Data shown |

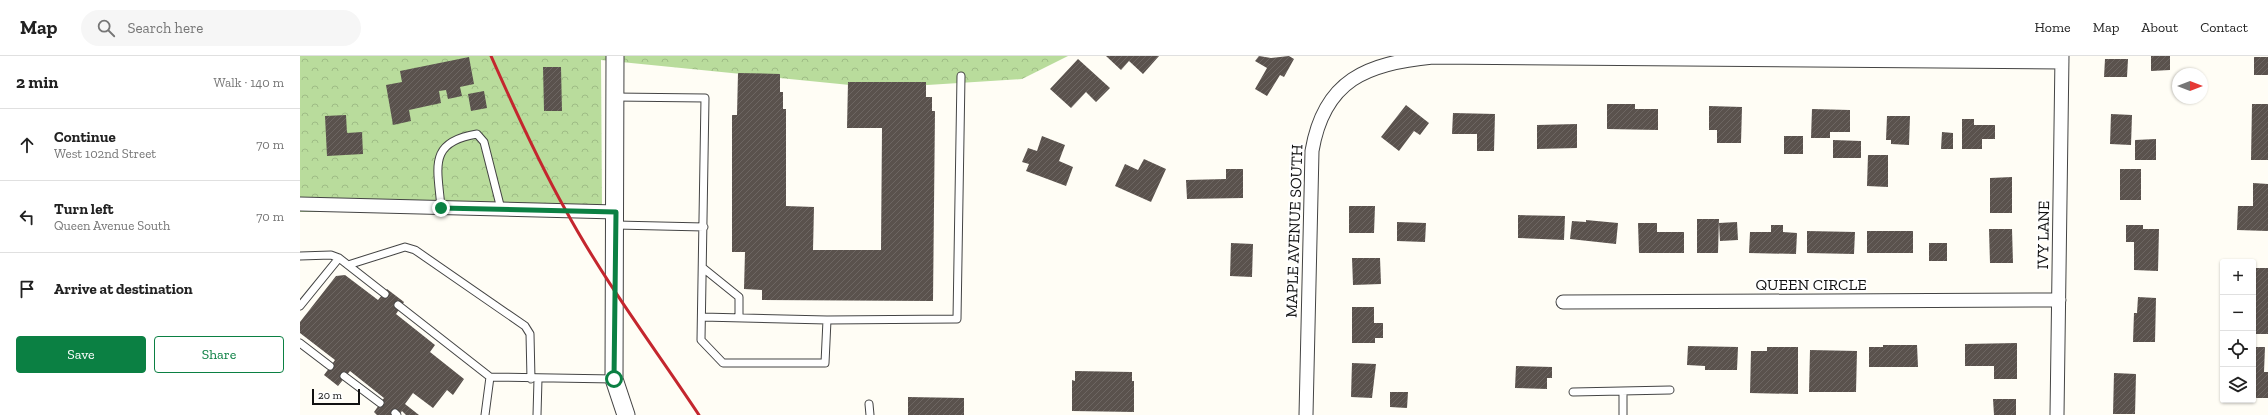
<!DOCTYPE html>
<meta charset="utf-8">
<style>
body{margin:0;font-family:"Zilla Slab",serif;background:#f6f6f6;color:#222}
.controls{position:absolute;right:12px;bottom:12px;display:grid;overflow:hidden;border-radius:4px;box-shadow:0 1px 3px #0004}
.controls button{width:36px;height:36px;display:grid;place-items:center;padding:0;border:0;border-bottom:1px solid #e0e0e0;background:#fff;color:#222;font:20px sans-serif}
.compass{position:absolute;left:1872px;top:12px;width:36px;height:36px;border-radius:50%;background:#fff;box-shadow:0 1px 3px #0004;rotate:90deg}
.scale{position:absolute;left:12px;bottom:10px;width:48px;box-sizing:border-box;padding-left:4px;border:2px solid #111;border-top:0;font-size:11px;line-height:14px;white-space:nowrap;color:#111;-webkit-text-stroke:3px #fff;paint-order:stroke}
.stop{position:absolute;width:12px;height:12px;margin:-9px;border:3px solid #0b8043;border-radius:50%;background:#fff}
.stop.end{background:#0b8043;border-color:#fff;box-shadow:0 1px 4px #0008}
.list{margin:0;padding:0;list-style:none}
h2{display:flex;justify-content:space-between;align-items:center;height:52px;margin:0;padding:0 16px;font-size:17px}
h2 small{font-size:13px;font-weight:400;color:#767676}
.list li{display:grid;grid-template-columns:26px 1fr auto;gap:12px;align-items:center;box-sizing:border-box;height:72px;padding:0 16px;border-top:1px solid #e0e0e0}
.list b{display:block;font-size:15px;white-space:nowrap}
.list p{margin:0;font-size:13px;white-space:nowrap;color:#767676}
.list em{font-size:13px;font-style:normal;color:#767676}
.actions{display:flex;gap:8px;padding:12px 16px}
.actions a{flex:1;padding:9px 0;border:1px solid #0b8043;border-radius:4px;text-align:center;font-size:14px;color:#0b8043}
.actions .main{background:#0b8043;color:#fff}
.icon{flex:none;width:22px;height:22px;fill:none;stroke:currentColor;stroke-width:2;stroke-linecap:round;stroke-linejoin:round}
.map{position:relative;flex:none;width:1968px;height:359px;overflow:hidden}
header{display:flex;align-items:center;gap:24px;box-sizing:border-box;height:56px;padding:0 20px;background:#fff;border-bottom:1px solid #e0e0e0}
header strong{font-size:19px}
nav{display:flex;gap:22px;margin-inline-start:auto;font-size:14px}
.search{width:280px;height:36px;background:#f6f6f6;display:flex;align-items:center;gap:10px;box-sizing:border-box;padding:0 14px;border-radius:22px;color:#767676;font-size:15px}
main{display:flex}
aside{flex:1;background:#fff}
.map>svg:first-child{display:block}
.forest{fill:url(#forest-crowns)}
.building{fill:url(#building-hatch)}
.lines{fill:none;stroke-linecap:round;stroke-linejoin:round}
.service-casing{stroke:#444;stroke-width:9}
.minor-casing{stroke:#444;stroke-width:15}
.tertiary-casing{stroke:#444;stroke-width:19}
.service{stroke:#fff;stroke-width:7}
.minor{stroke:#fff;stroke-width:13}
.tertiary{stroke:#fff;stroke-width:17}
.rail{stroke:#c4262e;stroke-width:3}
.route{stroke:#0b8043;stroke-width:5}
.labels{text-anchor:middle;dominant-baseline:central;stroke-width:4;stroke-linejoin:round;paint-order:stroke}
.street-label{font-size:16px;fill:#111;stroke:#fff}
</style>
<header>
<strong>Map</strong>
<div class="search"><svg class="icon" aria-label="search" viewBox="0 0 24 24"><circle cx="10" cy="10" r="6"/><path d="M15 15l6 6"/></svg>Search here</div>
<nav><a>Home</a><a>Map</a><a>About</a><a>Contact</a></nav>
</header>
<main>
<aside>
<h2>2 min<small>Walk · 140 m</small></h2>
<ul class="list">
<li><svg class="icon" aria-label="ahead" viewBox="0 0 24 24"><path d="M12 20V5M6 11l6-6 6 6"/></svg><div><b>Continue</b><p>West 102nd Street</p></div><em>70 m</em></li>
<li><svg class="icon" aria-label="left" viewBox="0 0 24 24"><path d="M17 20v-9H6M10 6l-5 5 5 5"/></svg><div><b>Turn left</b><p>Queen Avenue South</p></div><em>70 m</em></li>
<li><svg class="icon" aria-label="arrive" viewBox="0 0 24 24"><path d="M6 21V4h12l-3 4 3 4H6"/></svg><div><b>Arrive at destination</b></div></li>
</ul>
<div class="actions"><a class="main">Save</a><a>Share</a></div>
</aside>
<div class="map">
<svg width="1968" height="359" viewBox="0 0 1968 359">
<defs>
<pattern id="forest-crowns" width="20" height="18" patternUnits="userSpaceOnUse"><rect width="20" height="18" fill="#b9dc9c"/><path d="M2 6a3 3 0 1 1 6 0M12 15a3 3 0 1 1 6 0" fill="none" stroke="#9ebc85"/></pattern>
<pattern id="building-hatch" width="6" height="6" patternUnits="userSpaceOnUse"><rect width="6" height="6" fill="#5a524d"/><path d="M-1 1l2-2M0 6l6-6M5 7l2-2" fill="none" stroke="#6d6662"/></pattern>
</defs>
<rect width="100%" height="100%" fill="#fffdf5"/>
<path class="forest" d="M0,0H768L722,23L580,32L301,4L302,155L0,156Z"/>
<path class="building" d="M806,0H859L843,18L829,5L821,14Z
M959,0L971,2L989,0L994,3L984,21L980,19L967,40L955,33L967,12L955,5Z
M1851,0H1870V14L1851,15Z
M169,1L174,28L160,31L162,40L148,43L146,34L139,35L141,47L109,54L111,65L93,69L86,29L102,26L100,15Z
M1954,1H1968V19H1954Z
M778,3L810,32L796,46L786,36L771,52L750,33Z
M1805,3H1828L1827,21H1804Z
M243,11H261L262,55H244Z
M438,17L480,18V36H483V53H486V150L514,151L513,194H581L582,72H547L548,26H626V41H632V55H635L633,245L462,244V234L444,233L445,196H432V59H437Z
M184,35L187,52L171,55L168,38Z
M1307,48H1335V53H1358V74L1307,73Z
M1952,48H1968V104H1951Z
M1106,49L1129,67L1120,79L1114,75L1099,95L1081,81Z
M1409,50L1442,51L1441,87H1417V74H1409Z
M1512,53L1550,54V76H1530V82H1511Z
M1153,57L1195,58L1194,95H1177V78H1152Z
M1811,58L1832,59L1831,89L1810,88Z
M46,59L47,77L62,76L63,98L27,100L25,60Z
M1587,60H1610L1609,89L1591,88V84H1586Z
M1662,63H1674V69H1695V83H1682V93H1662Z
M1277,68V92L1237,93V69Z
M1642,76L1653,77V93H1641Z
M742,80L765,89L759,105L773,111L766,130L726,115L729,108L722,106L728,92L737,95Z
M1484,80H1503V98H1484Z
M1856,83V104H1835V84Z
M1533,84L1561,85V102H1533Z
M1568,99H1588V131L1567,130Z
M844,103L866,113L851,146L815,130L825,108L838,114Z
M926,113H943V142L887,143L886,124L926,123Z
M1820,113H1841V144H1820Z
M1712,121V157H1690V122Z
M1953,127L1968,128V175L1937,174L1938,150H1953Z
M1049,150H1075L1074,177H1049Z
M1218,159L1265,160L1264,184L1218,182Z
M1397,163H1419L1418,197H1397Z
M1286,164L1318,167L1316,188L1270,183L1272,165L1286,166Z
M1097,166L1126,167L1125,186L1097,185Z
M1437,166L1438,184L1420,185L1419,167Z
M1338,167H1357V176H1384V197H1339Z
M1471,169H1483V176L1497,177L1496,198L1449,197L1450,176H1471Z
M1826,169H1843V173H1859L1858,215L1834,214V186H1826Z
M1689,173H1712L1713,207H1690Z
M1507,175L1555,176L1554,198L1507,197Z
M1567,175H1613V197H1567Z
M931,187L953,188L952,221L930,220Z
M1629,187H1647V205H1629Z
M1052,202H1080L1081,228L1053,229Z
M1953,212H1968V278H1953Z
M45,219L78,244L87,233L104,246L96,258L135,289L130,296L164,323L153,339L147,334L133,352L113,337L105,348L119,359H106L102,355L99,359H77L74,356L84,342L50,315L38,330L24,319L35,304L0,277V266L36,220Z
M1838,241L1856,242L1855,286H1833L1834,257H1837Z
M1052,251H1074V267H1083V282H1075V287H1052Z
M1717,287V323H1694V310H1665V288Z
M1583,289H1617L1618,311H1569V291H1583Z
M1388,290L1438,291L1437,314H1405V310L1387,309Z
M1467,291H1498V338L1450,337L1451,295H1467Z
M1953,291H1965L1964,316H1968V342H1953Z
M1510,294L1557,295L1556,336H1509Z
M1052,307L1076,308L1072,342L1051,341Z
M1216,310L1252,311V322H1247V333L1215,332Z
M775,315L832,316V325H834V356L772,355V324L775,325Z
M1814,317L1836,318L1835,358H1813Z
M1090,336H1108L1107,352L1090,351Z
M608,341L664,342V359H608Z
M1693,343H1716V359H1694Z"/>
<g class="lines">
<g class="service-casing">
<path id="service" d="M314,41L405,42L401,284L423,307H525L527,264L657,263L661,20
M141,152C138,112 127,86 177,78L184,86L201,153
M316,169L404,171
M0,200L31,199L39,202L85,238
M48,209L105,191L115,194L225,270L230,278L231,323
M403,212L439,241V261
M98,249L190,321L314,323
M0,250L39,202
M402,261L527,264
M0,287L30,310
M44,320L80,347
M1323,335V359
M1273,336L1370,334
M569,348L570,359
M95,357L97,359
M185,359L190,321
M237,359L238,323"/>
</g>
<g class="minor-casing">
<path id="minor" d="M0,148L316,156
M1263,246L1759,244
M1006,359L1012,95C1024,24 1067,7 1133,1L1762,6
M1757,359L1762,0"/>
</g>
<g class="tertiary-casing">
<path id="tertiary" d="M315,0L314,323L326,359"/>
</g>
<use href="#service" class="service"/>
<use href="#minor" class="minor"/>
<use href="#tertiary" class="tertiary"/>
<path class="rail" d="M191,0C214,52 237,103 265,153C304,225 354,291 399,359"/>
</g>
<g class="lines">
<path class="route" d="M141,152L316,156L314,323"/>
</g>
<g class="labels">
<g class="street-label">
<text transform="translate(994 175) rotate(-88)">MAPLE AVENUE SOUTH</text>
<text transform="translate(1743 179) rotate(-89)">IVY LANE</text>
<text x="1511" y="228">QUEEN CIRCLE</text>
</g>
</g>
</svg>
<div class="controls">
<button>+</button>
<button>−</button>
<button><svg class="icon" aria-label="locate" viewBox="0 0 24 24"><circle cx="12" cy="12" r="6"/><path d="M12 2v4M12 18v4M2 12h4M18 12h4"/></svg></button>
<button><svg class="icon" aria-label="layers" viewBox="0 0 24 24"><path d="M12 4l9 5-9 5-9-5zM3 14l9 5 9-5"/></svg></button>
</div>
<svg class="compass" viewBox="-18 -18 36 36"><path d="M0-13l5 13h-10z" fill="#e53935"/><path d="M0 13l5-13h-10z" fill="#767676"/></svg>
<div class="scale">20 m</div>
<div class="stop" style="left:314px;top:323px"></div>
<div class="stop end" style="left:141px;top:152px"></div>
</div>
</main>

What to produce |
Wherever the string "scale" appears in a line of the records, copy that line.

Answer section |
.scale{position:absolute;left:12px;bottom:10px;width:48px;box-sizing:border-box;padding-left:4px;border:2px solid #111;border-top:0;font-size:11px;line-height:14px;white-space:nowrap;color:#111;-webkit-text-stroke:3px #fff;paint-order:stroke}
<div class="scale">20 m</div>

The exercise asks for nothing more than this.